We were camped at the tourist park on a visit to the rock a few years ago, at
about midnight I was awakened by the sound of rain, once the fact that we
were at the rock and it was raining permeated into my sleepy brain, I woke
Julie and said "let's go and see the rain pouring off the rock," use some
imagination here folks and you will get to gauge the reaction I got, "It's pitch
black and raining, are you mad?" (that's a VERY sanitised version!!)
Even when I explained that we had rainware, spotlight and torches, the
reaction was still the same, Sheesh!!!
Next morning, bright and early, we headed for the rock and were greeted by
the magnificent sight of rain cascadeing from all the crevices and cracks in
the rocks surface and the pools, some quite substantial, that had already
formed around the base, a lovely and unusual sight.

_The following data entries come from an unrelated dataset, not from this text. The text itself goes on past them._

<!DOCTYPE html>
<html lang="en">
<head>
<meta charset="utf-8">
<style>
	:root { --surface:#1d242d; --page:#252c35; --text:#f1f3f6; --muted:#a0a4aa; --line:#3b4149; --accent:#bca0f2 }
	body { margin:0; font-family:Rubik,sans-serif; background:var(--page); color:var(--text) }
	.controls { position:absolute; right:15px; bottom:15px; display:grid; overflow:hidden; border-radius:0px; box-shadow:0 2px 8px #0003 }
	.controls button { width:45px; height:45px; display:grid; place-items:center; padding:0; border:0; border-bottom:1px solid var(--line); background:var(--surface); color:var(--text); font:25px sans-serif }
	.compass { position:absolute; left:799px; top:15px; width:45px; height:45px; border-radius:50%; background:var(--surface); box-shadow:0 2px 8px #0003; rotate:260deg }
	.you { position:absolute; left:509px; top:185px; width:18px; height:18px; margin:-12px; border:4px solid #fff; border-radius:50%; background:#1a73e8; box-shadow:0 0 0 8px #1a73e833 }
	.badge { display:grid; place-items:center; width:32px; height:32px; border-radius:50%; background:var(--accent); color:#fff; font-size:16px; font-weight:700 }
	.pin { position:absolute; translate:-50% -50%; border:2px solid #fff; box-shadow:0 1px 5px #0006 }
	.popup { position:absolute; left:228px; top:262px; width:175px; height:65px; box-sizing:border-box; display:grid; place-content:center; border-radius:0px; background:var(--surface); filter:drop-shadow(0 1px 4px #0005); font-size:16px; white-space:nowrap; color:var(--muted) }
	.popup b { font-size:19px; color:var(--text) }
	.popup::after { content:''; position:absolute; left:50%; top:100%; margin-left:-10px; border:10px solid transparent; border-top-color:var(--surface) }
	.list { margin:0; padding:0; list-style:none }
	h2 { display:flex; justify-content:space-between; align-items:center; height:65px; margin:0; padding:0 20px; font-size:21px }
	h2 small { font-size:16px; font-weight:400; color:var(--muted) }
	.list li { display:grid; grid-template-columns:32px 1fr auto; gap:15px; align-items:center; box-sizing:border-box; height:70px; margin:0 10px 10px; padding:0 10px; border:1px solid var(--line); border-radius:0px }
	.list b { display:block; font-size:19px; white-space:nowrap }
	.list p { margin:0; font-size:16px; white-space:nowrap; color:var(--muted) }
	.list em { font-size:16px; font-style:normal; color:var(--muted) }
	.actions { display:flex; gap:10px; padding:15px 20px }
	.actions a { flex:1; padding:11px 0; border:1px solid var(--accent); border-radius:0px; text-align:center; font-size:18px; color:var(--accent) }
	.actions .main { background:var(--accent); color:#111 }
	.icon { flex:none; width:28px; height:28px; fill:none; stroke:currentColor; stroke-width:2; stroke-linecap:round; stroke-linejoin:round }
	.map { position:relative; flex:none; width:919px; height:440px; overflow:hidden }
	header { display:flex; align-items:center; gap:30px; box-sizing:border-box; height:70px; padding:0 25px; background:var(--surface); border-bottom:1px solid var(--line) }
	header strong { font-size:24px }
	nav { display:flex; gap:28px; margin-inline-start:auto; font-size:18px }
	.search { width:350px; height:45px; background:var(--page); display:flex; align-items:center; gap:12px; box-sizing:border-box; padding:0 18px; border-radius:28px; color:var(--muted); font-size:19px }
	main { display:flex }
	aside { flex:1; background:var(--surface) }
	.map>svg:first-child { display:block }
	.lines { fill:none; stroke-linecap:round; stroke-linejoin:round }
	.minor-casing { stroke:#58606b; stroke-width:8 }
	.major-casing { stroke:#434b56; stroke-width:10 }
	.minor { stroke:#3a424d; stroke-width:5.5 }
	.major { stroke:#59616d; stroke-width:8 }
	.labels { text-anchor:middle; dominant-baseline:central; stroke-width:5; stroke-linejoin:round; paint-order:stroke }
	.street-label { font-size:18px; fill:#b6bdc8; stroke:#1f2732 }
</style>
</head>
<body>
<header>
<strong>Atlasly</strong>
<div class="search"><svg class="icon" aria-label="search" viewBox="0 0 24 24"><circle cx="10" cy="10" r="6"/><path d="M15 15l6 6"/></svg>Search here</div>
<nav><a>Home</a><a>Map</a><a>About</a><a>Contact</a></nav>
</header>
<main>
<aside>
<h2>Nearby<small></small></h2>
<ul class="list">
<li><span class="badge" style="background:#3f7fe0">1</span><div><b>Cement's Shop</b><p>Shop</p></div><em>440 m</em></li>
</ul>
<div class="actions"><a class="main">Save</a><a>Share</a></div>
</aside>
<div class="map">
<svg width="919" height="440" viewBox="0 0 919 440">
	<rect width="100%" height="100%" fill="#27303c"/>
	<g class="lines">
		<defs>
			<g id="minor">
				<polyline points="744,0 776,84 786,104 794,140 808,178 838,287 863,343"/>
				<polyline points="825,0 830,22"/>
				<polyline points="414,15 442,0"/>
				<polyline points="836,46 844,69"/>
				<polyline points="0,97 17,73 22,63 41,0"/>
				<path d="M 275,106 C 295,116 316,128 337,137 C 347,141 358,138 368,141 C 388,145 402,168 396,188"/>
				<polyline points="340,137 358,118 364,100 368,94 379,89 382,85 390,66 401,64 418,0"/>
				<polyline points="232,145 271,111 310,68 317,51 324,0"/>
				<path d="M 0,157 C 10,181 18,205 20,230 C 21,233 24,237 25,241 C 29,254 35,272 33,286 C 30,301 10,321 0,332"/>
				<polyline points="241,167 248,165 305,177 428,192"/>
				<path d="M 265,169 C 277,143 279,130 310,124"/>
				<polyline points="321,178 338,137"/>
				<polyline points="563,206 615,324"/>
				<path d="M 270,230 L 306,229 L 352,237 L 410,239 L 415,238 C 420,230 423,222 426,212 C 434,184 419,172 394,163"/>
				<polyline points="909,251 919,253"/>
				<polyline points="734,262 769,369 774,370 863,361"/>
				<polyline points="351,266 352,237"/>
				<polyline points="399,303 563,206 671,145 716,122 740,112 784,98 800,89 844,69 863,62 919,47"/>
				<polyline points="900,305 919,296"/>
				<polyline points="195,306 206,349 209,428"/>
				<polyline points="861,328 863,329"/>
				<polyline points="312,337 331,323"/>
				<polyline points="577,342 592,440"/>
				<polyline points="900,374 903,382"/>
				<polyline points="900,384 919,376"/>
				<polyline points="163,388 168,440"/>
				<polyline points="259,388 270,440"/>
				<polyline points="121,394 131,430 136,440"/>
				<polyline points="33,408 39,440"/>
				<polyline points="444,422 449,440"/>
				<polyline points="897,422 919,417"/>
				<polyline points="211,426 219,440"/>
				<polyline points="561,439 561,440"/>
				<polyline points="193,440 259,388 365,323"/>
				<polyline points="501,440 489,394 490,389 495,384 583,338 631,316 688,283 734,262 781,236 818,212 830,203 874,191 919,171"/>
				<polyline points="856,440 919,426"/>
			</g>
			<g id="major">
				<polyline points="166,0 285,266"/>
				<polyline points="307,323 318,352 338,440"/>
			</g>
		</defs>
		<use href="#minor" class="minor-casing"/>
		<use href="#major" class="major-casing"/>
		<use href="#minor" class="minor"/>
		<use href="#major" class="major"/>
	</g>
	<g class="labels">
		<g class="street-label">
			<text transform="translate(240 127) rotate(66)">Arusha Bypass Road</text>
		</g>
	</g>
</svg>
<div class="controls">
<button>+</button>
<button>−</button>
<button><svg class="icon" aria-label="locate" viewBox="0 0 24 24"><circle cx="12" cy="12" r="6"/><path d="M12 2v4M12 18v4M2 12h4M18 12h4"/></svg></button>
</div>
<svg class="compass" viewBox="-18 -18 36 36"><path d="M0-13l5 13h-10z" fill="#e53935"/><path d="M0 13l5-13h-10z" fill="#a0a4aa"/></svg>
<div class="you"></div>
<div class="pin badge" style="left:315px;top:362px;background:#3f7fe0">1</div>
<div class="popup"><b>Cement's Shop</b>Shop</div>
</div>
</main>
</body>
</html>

In this closer image it is clear that there are trees around the base and some
crumbling and breaking up of the surface.
Our home for the week we were at the rock, we left the caravan at Alice
Springs, (about 150 miles away) as the roads was pretty rough back then,
Now the only camping allowed is at a site about 10 miles from the rock,
hidden away in the sand dunes, it's nice, BUT, I'm so glad we were there
before it got so sanitized.
From the top looking down is a different sensation and gives a little idea
of the size, there is a chain hand hold for some of the steep parts.
This area is known as "Sunset Strip" it is the chosen location for tourists,
(often in their hundreds) to gather for photos of the colour change that
occurs with the setting of the sun each day,
The colour range is from the quite vivid red in full sun, to an almost purple
as the light fades, just one of natures wonderous sights.